For example, compliance with the FCPA is unlikely to provide sufficient protection against a breach of the UK Bribery Act or the Indian Prevention of Corruption Act 1988, which outlaws facilitation payments or “grease money” paid to expedite routine government actions.

Standards and controls: Off-the-rack codes of conduct and bribery policies and procedures will seldom, if ever, be effective in reducing bribery and corruption risk, particularly when a company operates across different jurisdictions.

Customised codes, policies and procedures should be founded on a privileged written risk assessment which has examined jurisdictional and other relevant factors to ensure that preventative measures effectively and proportionately target identified risks. Be specific, be mandatory and focus your code or policy on eliminating (or at least minimising) known bribery and corruption risks.

Companies should also have a considered and jurisdictionally specific protocol in place to effectively address any allegations of misconduct that arise. If an allegation of bribery is made against an employee or intermediary, or the organisation itself, it is essential to have a protocol through which the allegation is thoroughly investigated and actioned.

A myriad of laws and legal principles may apply in any given circumstance, including criminal laws, whistleblower laws, privacy laws, data protection laws, rights to privilege against self-incrimination, employment laws and legal professional privilege. Having a protocol in place to guide the company’s response means that matters will be elevated to the right level and handled in a swift and considered manner, maximising the prospects that privilege will be preserved.

Training and communication: Management, employees, agents and suppliers should be regularly trained on bribery and corruption in person, and in an interactive manner. Training must be formulated to deal with specific jurisdictional and business risks and delivered in a manner that ensures cultural and linguistic comprehension.

The need for training is essential to establish that the message of zero tolerance to bribery has been imparted to the business, and to ensure that those at risk have the necessary tools to identify bribery risks and are empowered to respond to those situations in compliance with all applicable laws.

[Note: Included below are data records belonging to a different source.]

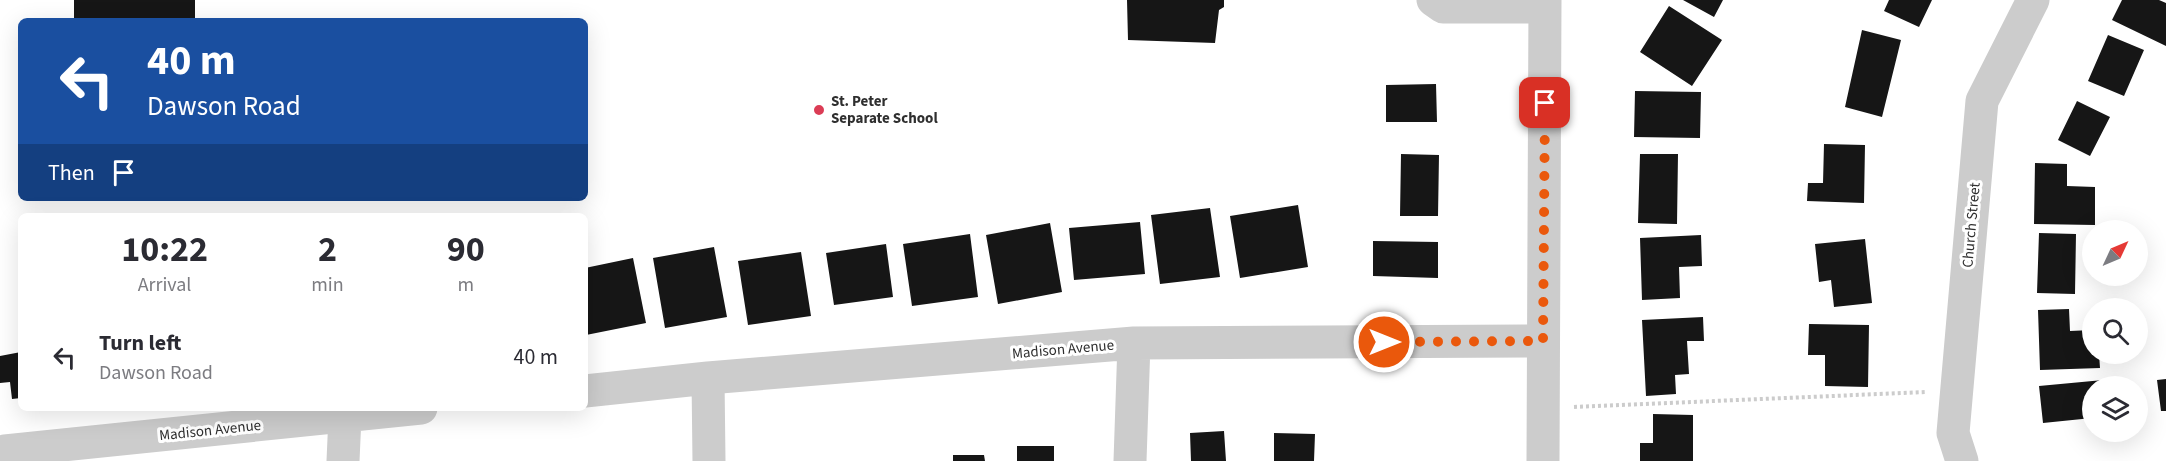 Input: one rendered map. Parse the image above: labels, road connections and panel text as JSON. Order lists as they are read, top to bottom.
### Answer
{
  "streets": {
    "street": ["Church Street", "Madison Avenue"]
  },
  "places": ["St. Peter Separate School"],
  "north": "top right",
  "page": {
    "turn": ["40 m", "Dawson Road"],
    "then": "Then",
    "eta": [
      "10:22",
      "Arrival",
      "2",
      "min",
      "90",
      "m"
    ],
    "list": [
      {
        "name": "Turn left",
        "note": "Dawson Road",
        "value": "40 m"
      }
    ]
  }
} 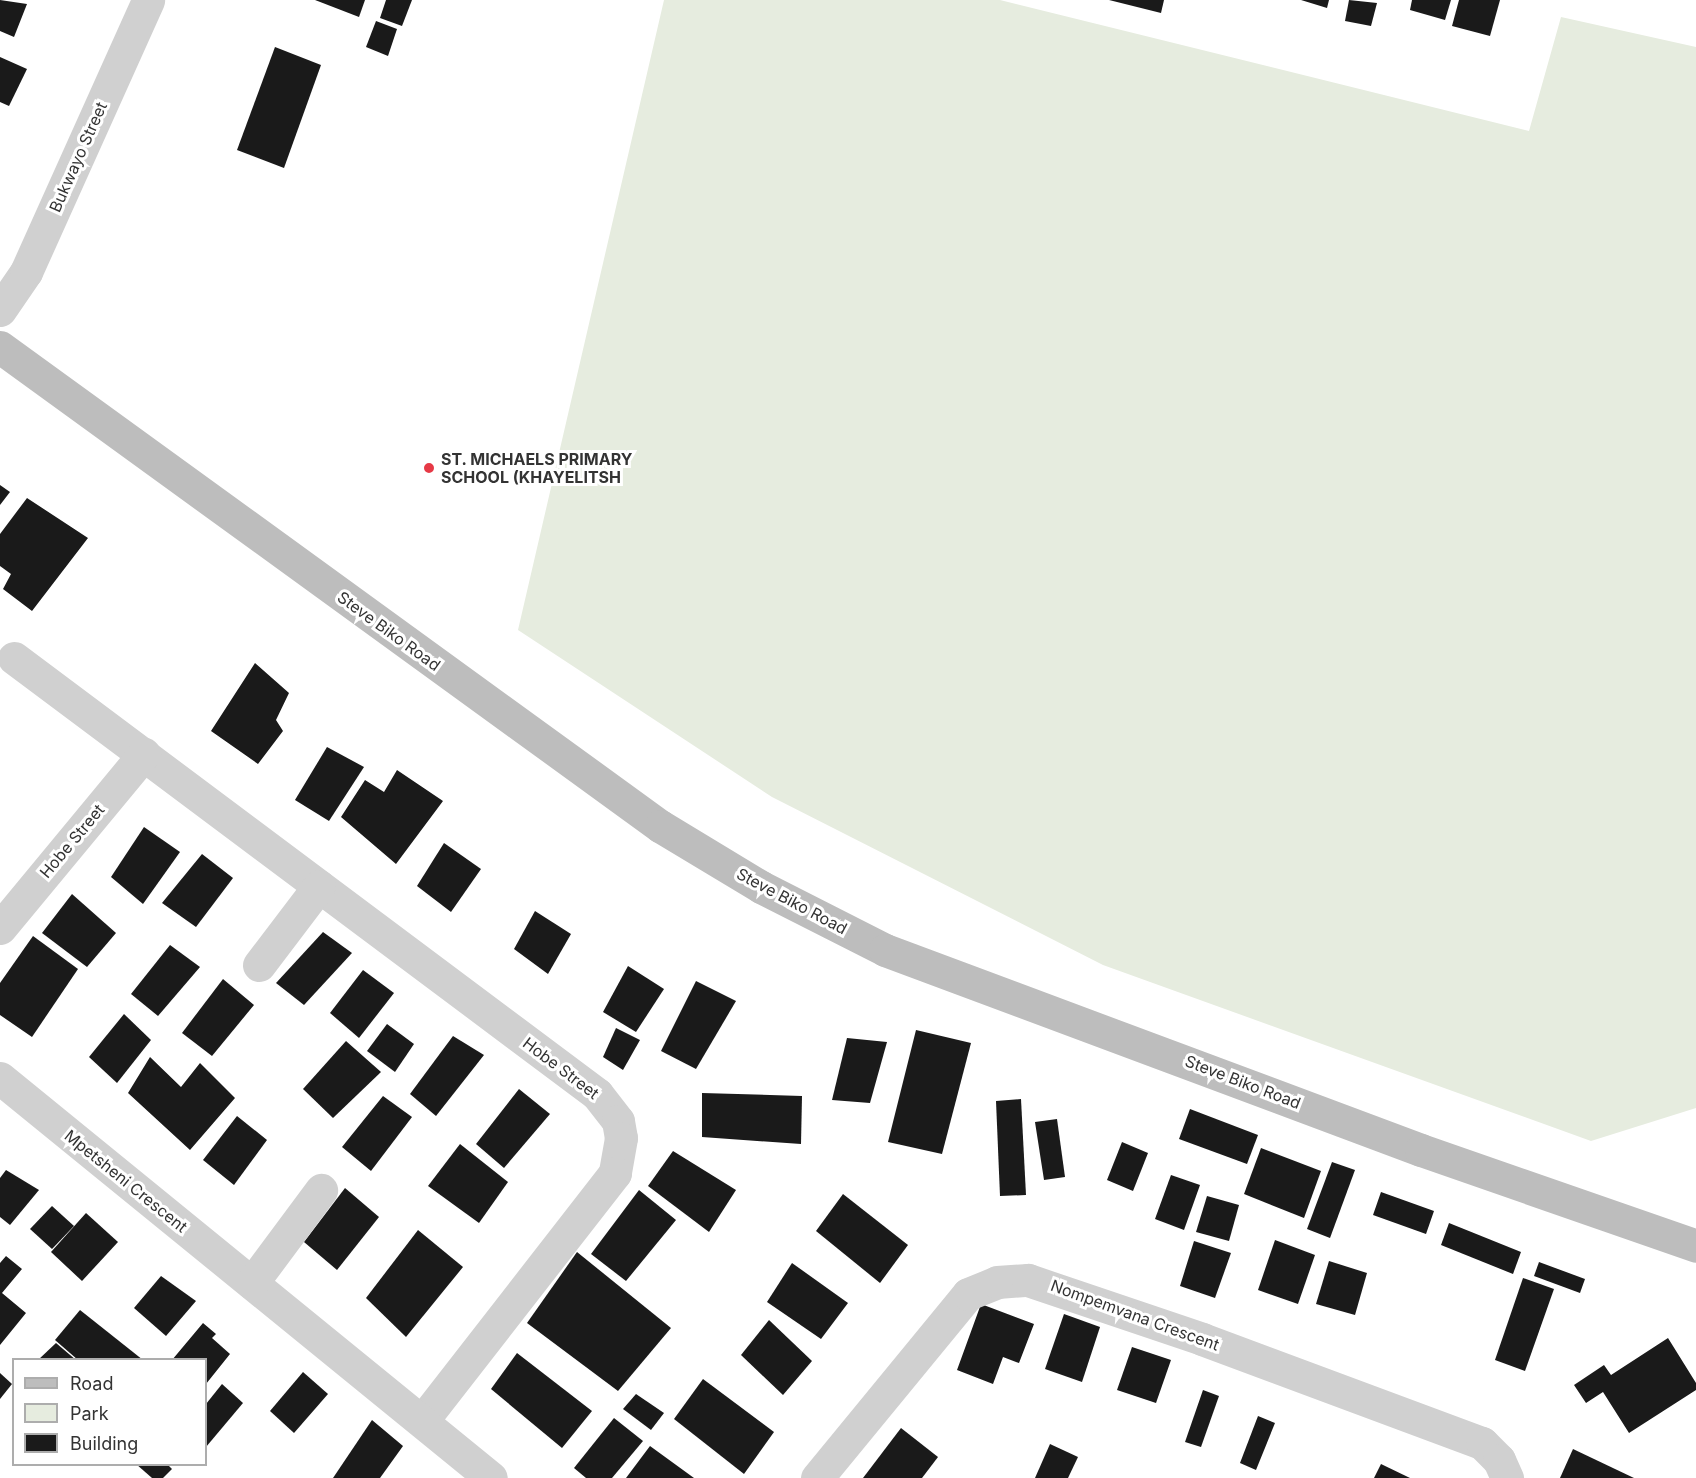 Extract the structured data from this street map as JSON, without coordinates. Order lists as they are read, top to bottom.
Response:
{
  "streets": {
    "street": [
      "Bukwayo Street",
      "Steve Biko Road",
      "Hobe Street",
      "Mpetsheni Crescent",
      "Nompemvana Crescent"
    ]
  },
  "crossings": [
    ["Hobe Street", "Mpetsheni Crescent"]
  ],
  "places": ["ST. MICHAELS PRIMARY SCHOOL (KHAYELITSH"],
  "legend": ["Road", "Park", "Building"]
}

Monitoring, auditing and response: Beyond words on a page, companies must monitor their compliance regime to ensure that it remains effective and targeted at the specific risks they are facing. Thorough due diligence in relation to proposed engagement of third party contractors, agents, joint venture partners and other third parties is also a must for corruption risk management. Regular audits of these third parties should be conducted to ensure the highest level of probity in their business dealings. Proactive and proportionate safeguards, beyond reliance on contractual terms (warranties and indemnities), must be established.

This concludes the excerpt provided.